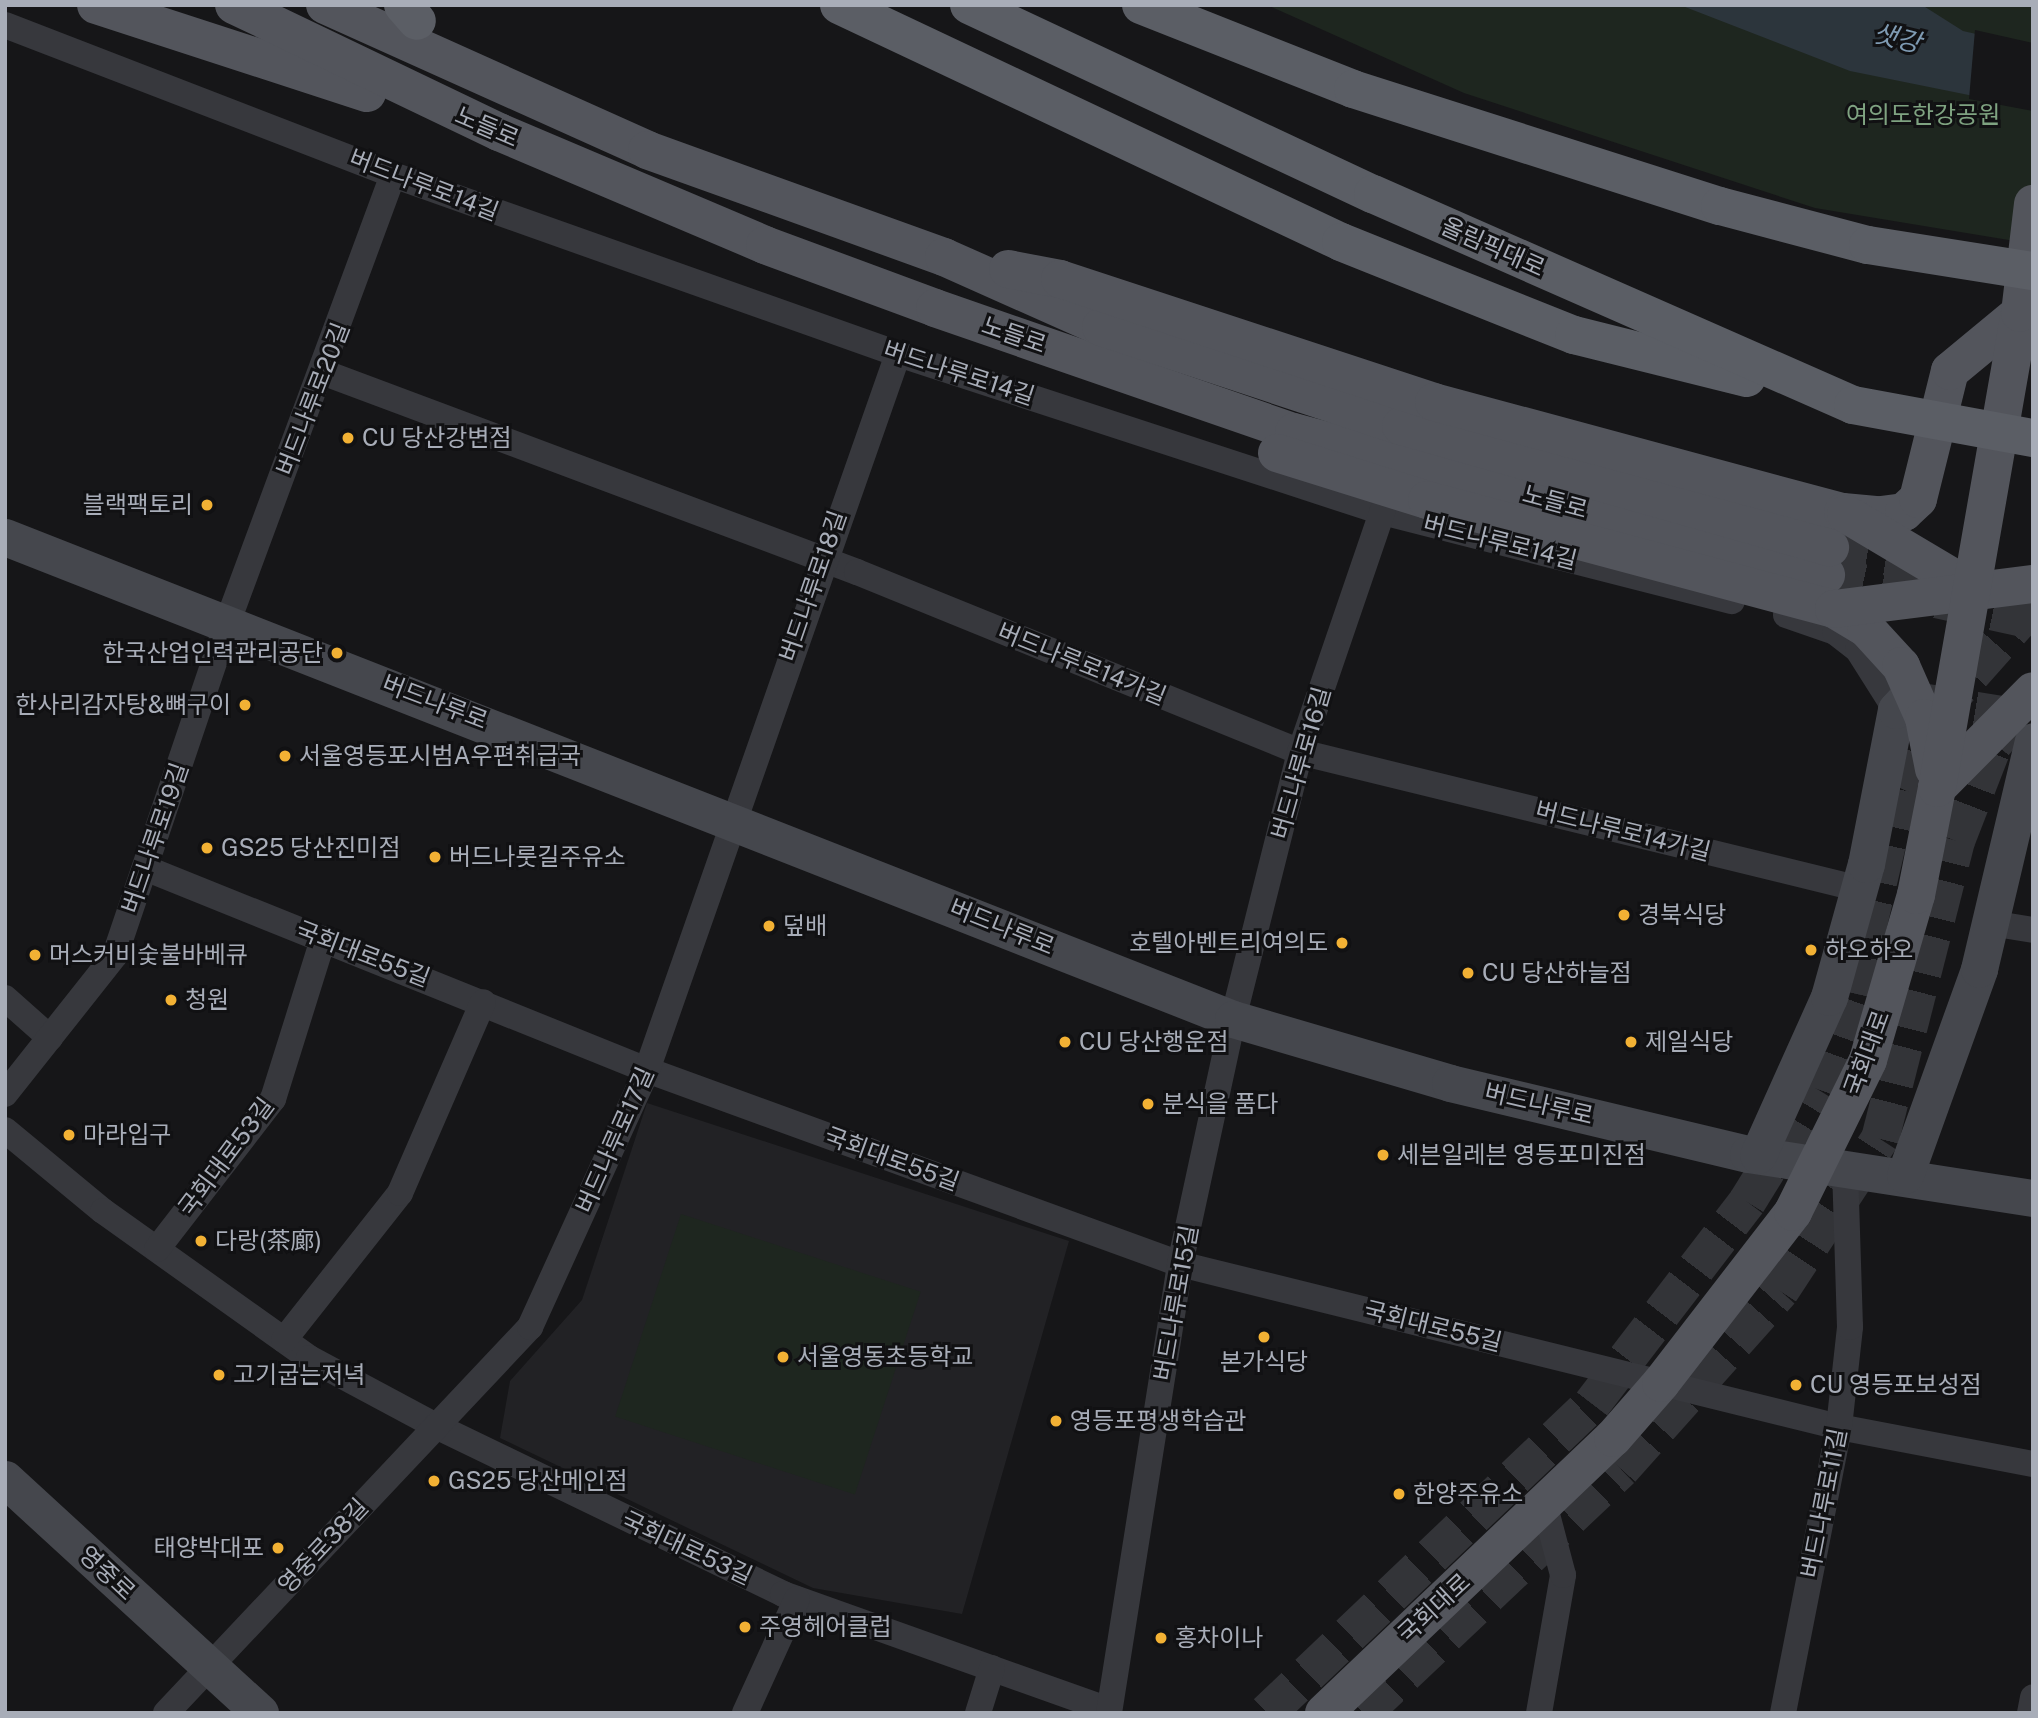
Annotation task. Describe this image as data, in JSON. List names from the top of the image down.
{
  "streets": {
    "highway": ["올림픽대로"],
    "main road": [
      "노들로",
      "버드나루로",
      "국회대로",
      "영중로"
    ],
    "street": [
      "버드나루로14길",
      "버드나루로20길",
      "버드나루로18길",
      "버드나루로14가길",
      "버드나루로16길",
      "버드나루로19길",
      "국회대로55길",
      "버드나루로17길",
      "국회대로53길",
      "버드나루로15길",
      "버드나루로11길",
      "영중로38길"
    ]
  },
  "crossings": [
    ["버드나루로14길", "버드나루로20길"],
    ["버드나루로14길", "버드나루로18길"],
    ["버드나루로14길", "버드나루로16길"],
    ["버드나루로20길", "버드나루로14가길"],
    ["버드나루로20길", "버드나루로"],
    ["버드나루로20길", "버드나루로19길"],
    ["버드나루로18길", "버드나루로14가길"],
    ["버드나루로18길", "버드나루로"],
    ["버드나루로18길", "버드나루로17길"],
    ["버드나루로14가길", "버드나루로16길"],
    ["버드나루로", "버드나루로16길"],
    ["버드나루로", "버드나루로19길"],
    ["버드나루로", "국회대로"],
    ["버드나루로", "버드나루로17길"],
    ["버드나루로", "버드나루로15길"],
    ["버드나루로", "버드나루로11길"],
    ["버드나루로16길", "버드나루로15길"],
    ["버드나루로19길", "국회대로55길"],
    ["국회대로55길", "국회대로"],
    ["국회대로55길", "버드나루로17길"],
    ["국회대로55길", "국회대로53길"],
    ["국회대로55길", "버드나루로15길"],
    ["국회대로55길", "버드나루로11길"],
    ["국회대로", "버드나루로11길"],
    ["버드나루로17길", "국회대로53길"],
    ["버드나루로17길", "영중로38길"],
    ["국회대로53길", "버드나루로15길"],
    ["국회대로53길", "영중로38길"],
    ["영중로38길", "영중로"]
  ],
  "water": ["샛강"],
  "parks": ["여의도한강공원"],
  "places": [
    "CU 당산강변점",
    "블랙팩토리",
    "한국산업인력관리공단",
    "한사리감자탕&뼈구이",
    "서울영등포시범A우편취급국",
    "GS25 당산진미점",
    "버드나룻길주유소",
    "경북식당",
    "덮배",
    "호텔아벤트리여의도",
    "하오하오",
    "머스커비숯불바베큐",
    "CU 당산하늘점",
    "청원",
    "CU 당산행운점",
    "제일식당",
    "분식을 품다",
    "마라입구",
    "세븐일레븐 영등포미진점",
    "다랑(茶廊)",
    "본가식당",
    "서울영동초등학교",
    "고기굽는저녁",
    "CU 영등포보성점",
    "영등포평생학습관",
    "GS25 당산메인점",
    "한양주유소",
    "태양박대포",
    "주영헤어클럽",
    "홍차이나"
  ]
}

_What is required_. The output must be every line of the records, printed exactly, with the pictures omitted.

_Result of the exercise_.
Annotation task. Describe this image as data, in JSON. List names from the top of the image down.
{
  "streets": {
    "highway": ["올림픽대로"],
    "main road": [
      "노들로",
      "버드나루로",
      "국회대로",
      "영중로"
    ],
    "street": [
      "버드나루로14길",
      "버드나루로20길",
      "버드나루로18길",
      "버드나루로14가길",
      "버드나루로16길",
      "버드나루로19길",
      "국회대로55길",
      "버드나루로17길",
      "국회대로53길",
      "버드나루로15길",
      "버드나루로11길",
      "영중로38길"
    ]
  },
  "crossings": [
    ["버드나루로14길", "버드나루로20길"],
    ["버드나루로14길", "버드나루로18길"],
    ["버드나루로14길", "버드나루로16길"],
    ["버드나루로20길", "버드나루로14가길"],
    ["버드나루로20길", "버드나루로"],
    ["버드나루로20길", "버드나루로19길"],
    ["버드나루로18길", "버드나루로14가길"],
    ["버드나루로18길", "버드나루로"],
    ["버드나루로18길", "버드나루로17길"],
    ["버드나루로14가길", "버드나루로16길"],
    ["버드나루로", "버드나루로16길"],
    ["버드나루로", "버드나루로19길"],
    ["버드나루로", "국회대로"],
    ["버드나루로", "버드나루로17길"],
    ["버드나루로", "버드나루로15길"],
    ["버드나루로", "버드나루로11길"],
    ["버드나루로16길", "버드나루로15길"],
    ["버드나루로19길", "국회대로55길"],
    ["국회대로55길", "국회대로"],
    ["국회대로55길", "버드나루로17길"],
    ["국회대로55길", "국회대로53길"],
    ["국회대로55길", "버드나루로15길"],
    ["국회대로55길", "버드나루로11길"],
    ["국회대로", "버드나루로11길"],
    ["버드나루로17길", "국회대로53길"],
    ["버드나루로17길", "영중로38길"],
    ["국회대로53길", "버드나루로15길"],
    ["국회대로53길", "영중로38길"],
    ["영중로38길", "영중로"]
  ],
  "water": ["샛강"],
  "parks": ["여의도한강공원"],
  "places": [
    "CU 당산강변점",
    "블랙팩토리",
    "한국산업인력관리공단",
    "한사리감자탕&뼈구이",
    "서울영등포시범A우편취급국",
    "GS25 당산진미점",
    "버드나룻길주유소",
    "경북식당",
    "덮배",
    "호텔아벤트리여의도",
    "하오하오",
    "머스커비숯불바베큐",
    "CU 당산하늘점",
    "청원",
    "CU 당산행운점",
    "제일식당",
    "분식을 품다",
    "마라입구",
    "세븐일레븐 영등포미진점",
    "다랑(茶廊)",
    "본가식당",
    "서울영동초등학교",
    "고기굽는저녁",
    "CU 영등포보성점",
    "영등포평생학습관",
    "GS25 당산메인점",
    "한양주유소",
    "태양박대포",
    "주영헤어클럽",
    "홍차이나"
  ]
}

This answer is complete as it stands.